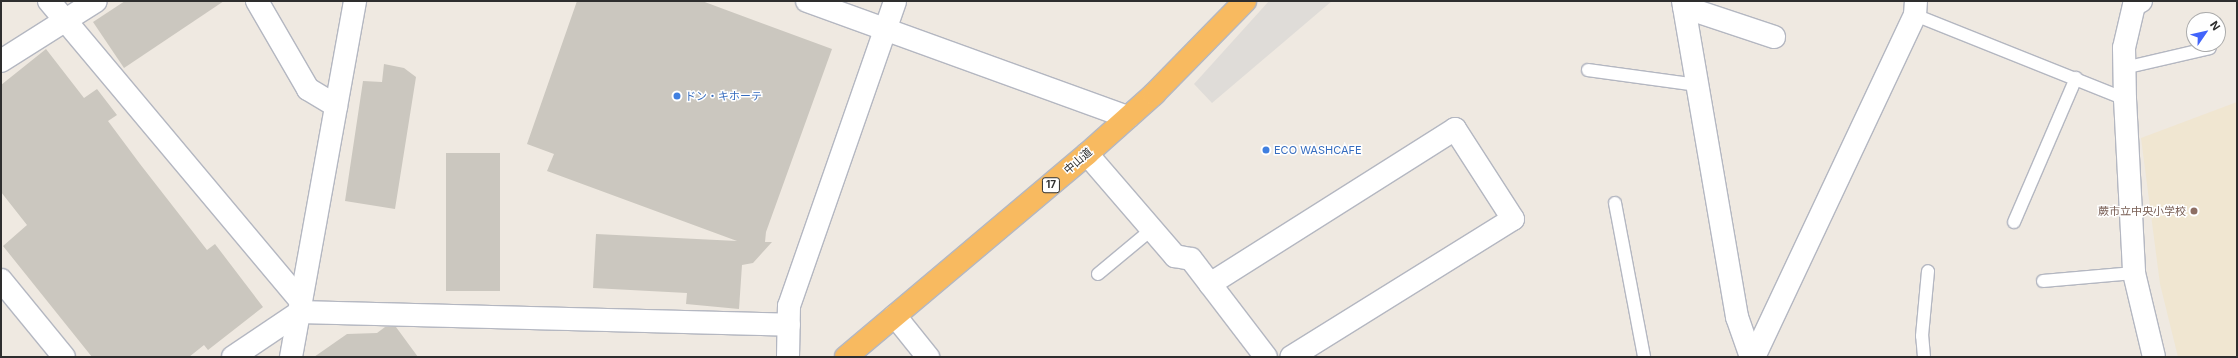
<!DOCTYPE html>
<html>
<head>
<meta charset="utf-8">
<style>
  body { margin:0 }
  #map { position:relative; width:2238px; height:358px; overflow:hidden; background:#efe9e1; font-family:Inter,"Noto Sans JP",sans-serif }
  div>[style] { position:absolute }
  .education>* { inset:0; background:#f0e6d1 }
  .plaza>* { inset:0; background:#dfdcd8 }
  .building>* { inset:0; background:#cbc7bf; transform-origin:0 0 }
  .roads { filter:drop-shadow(1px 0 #b4b7c1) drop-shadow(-1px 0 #b4b7c1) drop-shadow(0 1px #b4b7c1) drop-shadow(0 -1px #b4b7c1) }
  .service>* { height:12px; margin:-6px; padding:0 6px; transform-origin:6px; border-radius:6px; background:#fff }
  .minor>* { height:22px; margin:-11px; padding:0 11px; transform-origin:11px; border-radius:11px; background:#fff }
  .tertiary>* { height:22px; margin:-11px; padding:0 11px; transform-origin:11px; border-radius:11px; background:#fff }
  .trunk>* { height:22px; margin:-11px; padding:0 11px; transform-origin:11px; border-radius:11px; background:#f8ba60 }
  .dots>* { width:11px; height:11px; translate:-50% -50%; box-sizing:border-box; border:2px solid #fff; border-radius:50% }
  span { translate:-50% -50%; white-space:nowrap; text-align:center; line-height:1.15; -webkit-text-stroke:3px #fff; paint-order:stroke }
  .shield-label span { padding:1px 3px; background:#fff; border:1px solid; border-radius:3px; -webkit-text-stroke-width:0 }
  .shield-label { font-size:10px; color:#2e2e2e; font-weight:700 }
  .shop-label { font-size:11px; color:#366cbe }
  .left { translate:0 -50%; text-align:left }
  .street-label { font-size:11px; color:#2e2e2e }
  .education-label { font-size:11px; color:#785e54 }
  .right { translate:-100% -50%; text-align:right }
  .frame { position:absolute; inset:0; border:2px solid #2e2e2e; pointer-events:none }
  .north { position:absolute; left:2186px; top:12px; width:40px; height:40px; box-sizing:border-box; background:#fff; border:1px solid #ababab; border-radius:50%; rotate:56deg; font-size:11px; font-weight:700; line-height:16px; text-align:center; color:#2e2e2e }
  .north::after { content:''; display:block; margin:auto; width:14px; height:18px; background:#4264fb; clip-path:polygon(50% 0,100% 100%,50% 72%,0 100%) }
</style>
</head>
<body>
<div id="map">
  <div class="education">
    <div style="clip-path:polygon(2237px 102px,2237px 357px,2178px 357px,2160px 284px,2141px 138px)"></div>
  </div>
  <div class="plaza">
    <div style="clip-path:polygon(1269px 1px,1332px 1px,1212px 103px,1194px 84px)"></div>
  </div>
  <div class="building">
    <div style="clip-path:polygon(125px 1px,224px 1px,124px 68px,93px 22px)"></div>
    <div style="clip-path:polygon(577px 1px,702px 1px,832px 49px,766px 232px,765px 242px,772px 242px,753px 263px,742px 265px,739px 309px,686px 304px,687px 293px,593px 288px,596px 234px,737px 241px,547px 171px,554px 154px,527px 144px)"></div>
    <div style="clip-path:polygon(46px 49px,84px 98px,97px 89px,117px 115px,108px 121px,140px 164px,207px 250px,215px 244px,263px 307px,208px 350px,204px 345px,189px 357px,92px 357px,3px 246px,27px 225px,1px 192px,1px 85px)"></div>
    <div style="clip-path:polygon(384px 64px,404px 68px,416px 77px,395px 209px,345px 201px,363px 81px,382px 82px)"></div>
    <div style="left:446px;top:153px;width:54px;height:138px"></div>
    <div style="clip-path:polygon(385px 327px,396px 327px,418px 357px,314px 357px,347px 334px,377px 333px)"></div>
  </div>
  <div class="roads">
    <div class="service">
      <div style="left:1915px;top:15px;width:226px;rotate:21.8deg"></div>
      <div style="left:2124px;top:68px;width:88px;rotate:-13.1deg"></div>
      <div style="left:1588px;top:70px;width:110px;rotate:7.8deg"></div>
      <div style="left:1615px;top:203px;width:157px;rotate:79.3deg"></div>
      <div style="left:2014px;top:222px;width:157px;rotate:-66.7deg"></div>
      <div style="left:1098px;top:274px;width:69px;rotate:-39.7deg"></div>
      <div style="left:2043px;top:281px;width:91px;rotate:-5deg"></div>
      <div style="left:1924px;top:357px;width:21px;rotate:-95deg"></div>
      <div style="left:1922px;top:336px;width:65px;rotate:-84.7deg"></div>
    </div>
    <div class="minor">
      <div style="left:49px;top:1px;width:390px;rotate:50deg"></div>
      <div style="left:257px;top:1px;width:102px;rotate:59.9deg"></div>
      <div style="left:308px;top:89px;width:33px;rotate:31deg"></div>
      <div style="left:807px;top:1px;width:341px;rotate:19.9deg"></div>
      <div style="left:1683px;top:1px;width:321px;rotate:80.3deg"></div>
      <div style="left:1737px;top:317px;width:42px;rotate:70.7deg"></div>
      <div style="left:2141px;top:1px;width:8px;rotate:150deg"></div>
      <div style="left:2134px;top:5px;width:44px;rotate:103.1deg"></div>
      <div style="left:2124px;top:48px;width:51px;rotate:88.9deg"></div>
      <div style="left:2125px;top:99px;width:174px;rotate:87deg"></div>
      <div style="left:2134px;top:273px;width:86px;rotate:76.6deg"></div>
      <div style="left:1684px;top:7px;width:95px;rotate:18.4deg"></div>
      <div style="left:1px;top:61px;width:112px;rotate:-32.3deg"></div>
      <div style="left:1087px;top:154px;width:135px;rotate:49.2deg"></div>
      <div style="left:1175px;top:256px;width:16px;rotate:11deg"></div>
      <div style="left:1191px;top:259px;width:123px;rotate:52.6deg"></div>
      <div style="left:1px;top:280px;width:99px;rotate:50.7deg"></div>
      <div style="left:1210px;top:284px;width:290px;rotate:-32.3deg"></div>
      <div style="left:1455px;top:129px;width:107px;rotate:57.2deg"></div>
      <div style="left:1513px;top:219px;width:261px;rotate:148.1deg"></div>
      <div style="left:895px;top:316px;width:53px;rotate:51.2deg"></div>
      <div style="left:233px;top:357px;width:81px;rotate:-33.9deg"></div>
      <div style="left:300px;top:312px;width:489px;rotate:1.5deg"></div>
      <div style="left:1754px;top:357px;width:378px;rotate:-64.8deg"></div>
      <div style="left:1915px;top:15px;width:14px;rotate:-86deg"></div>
    </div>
    <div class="tertiary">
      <div style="left:291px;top:357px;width:362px;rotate:-79.8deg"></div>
      <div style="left:788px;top:357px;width:51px;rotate:-88.9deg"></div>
      <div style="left:789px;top:306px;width:323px;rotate:-70.8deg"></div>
    </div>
    <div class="trunk">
      <div style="left:846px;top:357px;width:315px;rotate:-40.1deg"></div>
      <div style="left:1087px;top:154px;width:90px;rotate:-41.8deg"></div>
      <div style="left:1154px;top:94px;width:130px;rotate:-45.6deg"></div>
    </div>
  </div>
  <div class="dots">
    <div style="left:677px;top:96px;background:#3f7fe0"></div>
    <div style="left:1266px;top:150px;background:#3f7fe0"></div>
    <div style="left:2194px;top:211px;background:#8d6e63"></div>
  </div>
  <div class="shield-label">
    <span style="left:1051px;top:185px">17</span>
  </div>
  <div class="shop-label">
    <span class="left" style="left:685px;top:96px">ドン・キホーテ</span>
    <span class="left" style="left:1274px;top:150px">ECO WASHCAFE</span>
  </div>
  <div class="street-label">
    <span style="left:1078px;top:161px;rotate:-41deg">中山道</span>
  </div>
  <div class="education-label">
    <span class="right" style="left:2186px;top:211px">蕨市立中央小学校</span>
  </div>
  <div class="frame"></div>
  <div class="north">N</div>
</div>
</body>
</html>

# EXERCISE:
Only the line with "filter:drop-shadow(1px 0 #b4b7c1)" and those preceding it, back to the first line of the entries, should be repeated exactly, without pictures.

# WRITTEN ANSWER:
<!DOCTYPE html>
<html>
<head>
<meta charset="utf-8">
<style>
  body { margin:0 }
  #map { position:relative; width:2238px; height:358px; overflow:hidden; background:#efe9e1; font-family:Inter,"Noto Sans JP",sans-serif }
  div>[style] { position:absolute }
  .education>* { inset:0; background:#f0e6d1 }
  .plaza>* { inset:0; background:#dfdcd8 }
  .building>* { inset:0; background:#cbc7bf; transform-origin:0 0 }
  .roads { filter:drop-shadow(1px 0 #b4b7c1) drop-shadow(-1px 0 #b4b7c1) drop-shadow(0 1px #b4b7c1) drop-shadow(0 -1px #b4b7c1) }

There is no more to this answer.